L’iscrizione sul ‘Sepolcro dei Semproni’ – Foto: Stefania Rega

Sopra l’epigrafe è perfettamente visibile un delizioso fregio a palmette con una cornice a dentelli e ovuli. Seppure protetto da un vetro, il sepolcro emana una certa aura mistica. Il secondo gioiello che Cultura in Cantiere regala è il piccolo oratorio con volta affrescata del 1500, scoperto solo nel 2012 e ancora in fase di studio. Dentro tale piccolissimo e stupefacente ambiente è ospitata un’altra meraviglia, ovvero la Pianta di Roma di Giovan Battista Nolli.

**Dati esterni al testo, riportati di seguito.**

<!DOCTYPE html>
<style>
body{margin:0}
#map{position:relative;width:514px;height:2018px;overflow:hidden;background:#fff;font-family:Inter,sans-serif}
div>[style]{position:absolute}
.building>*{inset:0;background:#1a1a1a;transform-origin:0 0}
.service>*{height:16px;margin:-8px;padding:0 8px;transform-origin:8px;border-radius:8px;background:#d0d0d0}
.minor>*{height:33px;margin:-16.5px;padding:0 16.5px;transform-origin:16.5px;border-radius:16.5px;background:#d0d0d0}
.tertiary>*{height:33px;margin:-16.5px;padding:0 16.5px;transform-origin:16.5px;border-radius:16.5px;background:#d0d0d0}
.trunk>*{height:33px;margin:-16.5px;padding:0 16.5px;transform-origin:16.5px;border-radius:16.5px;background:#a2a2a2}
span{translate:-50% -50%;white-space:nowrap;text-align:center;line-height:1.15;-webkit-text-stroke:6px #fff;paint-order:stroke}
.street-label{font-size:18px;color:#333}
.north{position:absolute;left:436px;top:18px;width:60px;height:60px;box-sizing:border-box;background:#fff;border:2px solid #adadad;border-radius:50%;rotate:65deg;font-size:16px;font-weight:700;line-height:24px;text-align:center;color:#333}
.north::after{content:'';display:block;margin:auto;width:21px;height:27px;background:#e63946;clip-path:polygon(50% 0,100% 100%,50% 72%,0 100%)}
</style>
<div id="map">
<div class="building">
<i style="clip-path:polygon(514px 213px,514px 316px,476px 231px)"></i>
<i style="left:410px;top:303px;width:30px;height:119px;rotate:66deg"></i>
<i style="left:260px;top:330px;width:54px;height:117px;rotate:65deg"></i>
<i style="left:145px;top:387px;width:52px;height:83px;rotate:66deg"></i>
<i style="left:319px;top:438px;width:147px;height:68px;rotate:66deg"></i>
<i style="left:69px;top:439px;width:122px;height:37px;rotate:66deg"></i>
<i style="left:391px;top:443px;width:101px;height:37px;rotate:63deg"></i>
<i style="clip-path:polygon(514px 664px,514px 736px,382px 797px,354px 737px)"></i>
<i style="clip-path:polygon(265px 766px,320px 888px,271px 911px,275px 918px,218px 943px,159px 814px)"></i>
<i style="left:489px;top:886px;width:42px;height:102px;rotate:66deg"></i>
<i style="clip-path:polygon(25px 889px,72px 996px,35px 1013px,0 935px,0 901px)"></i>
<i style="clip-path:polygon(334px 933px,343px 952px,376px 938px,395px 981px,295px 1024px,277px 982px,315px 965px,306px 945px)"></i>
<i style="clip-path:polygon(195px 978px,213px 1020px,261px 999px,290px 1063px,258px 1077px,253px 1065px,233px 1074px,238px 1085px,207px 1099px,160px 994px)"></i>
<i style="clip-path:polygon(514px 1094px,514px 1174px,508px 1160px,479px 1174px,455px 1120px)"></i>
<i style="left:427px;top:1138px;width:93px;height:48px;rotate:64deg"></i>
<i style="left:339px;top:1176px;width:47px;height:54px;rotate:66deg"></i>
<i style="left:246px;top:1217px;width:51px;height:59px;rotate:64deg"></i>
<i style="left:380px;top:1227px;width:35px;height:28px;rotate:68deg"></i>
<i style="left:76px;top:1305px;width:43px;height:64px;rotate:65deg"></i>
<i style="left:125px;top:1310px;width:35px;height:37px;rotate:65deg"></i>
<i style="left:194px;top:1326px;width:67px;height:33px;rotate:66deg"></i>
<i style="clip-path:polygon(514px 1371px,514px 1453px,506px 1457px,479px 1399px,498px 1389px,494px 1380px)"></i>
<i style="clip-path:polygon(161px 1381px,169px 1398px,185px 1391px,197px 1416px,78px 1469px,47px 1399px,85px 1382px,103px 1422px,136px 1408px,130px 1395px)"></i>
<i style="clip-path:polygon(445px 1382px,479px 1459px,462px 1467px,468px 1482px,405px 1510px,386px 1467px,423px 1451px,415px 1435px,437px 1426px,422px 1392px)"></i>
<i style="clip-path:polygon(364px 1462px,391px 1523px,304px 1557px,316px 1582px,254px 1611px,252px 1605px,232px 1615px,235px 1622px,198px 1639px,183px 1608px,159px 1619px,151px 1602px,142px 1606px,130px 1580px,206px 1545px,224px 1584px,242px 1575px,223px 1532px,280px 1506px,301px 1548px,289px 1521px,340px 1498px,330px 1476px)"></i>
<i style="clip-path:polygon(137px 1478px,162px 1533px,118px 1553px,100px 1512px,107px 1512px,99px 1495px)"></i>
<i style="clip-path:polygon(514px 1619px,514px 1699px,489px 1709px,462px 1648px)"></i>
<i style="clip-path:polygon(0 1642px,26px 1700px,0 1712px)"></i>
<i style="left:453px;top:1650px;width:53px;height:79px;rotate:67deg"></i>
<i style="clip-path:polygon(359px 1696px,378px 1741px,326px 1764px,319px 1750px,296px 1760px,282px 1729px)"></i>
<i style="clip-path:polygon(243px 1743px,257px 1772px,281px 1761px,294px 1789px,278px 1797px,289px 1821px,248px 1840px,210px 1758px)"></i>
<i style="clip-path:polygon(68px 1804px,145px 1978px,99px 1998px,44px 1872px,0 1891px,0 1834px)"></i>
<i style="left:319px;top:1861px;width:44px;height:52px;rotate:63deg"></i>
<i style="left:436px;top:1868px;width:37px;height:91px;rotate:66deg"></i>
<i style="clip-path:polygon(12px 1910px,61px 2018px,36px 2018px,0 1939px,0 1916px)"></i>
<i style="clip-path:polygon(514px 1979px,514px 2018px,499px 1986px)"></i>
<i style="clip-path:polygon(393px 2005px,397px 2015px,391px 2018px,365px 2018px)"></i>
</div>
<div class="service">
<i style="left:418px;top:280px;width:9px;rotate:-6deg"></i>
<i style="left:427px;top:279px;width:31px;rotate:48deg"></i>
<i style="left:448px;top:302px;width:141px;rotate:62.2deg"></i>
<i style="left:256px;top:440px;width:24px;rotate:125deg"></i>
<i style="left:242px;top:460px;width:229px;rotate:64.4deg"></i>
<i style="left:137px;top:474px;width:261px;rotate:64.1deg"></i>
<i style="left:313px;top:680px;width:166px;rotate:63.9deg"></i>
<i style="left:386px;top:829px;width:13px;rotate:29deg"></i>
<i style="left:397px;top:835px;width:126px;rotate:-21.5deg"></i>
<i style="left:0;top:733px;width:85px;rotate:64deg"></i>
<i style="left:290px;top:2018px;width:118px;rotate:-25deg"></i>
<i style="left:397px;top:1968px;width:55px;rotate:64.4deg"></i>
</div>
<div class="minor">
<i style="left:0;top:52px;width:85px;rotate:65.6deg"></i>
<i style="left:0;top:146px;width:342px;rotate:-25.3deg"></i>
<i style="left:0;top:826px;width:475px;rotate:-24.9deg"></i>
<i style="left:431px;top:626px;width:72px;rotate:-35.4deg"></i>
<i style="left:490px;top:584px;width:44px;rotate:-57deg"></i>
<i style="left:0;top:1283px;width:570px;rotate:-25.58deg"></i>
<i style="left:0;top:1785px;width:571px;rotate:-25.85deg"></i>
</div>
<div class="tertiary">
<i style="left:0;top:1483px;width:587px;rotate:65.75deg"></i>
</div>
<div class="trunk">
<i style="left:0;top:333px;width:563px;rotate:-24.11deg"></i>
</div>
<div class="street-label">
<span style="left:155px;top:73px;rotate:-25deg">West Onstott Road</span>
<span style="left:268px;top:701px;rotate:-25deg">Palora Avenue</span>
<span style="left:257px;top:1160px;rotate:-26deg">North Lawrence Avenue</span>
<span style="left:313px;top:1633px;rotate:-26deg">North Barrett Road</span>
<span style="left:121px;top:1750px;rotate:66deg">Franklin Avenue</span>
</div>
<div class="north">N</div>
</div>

La cappella affrescata e, in basso, la mappa di Nolli – Foto: Stefania Rega

Le rilevazioni per quella che diventò una delle più importanti opere di cartografia urbana iniziarono nel 1736. La mappa fu pubblicata solo nel 1748 e ancora oggi, agli occhi di osservatori sottoposti alla visione di immagini con una frequenza mai raggiunta nella storia dell’umanità, essa incanta per la precisione e per la bellezza artistica.

Dettaglio decorativo della mappa di Nolli – Foto: Stefania Rega

La presenza del Sepolcro dei Semproni e della mappa di Nolli all’interno della sede avveniristica della Biblioteca di Archeologia e Storia dell’arte dà conto della profonda stratificazione storica della città di Roma. Visitare oggi questo cantiere significa assaggiare in anteprima il frutto di un progetto che unisce restauro, storia, archeologia e architettura.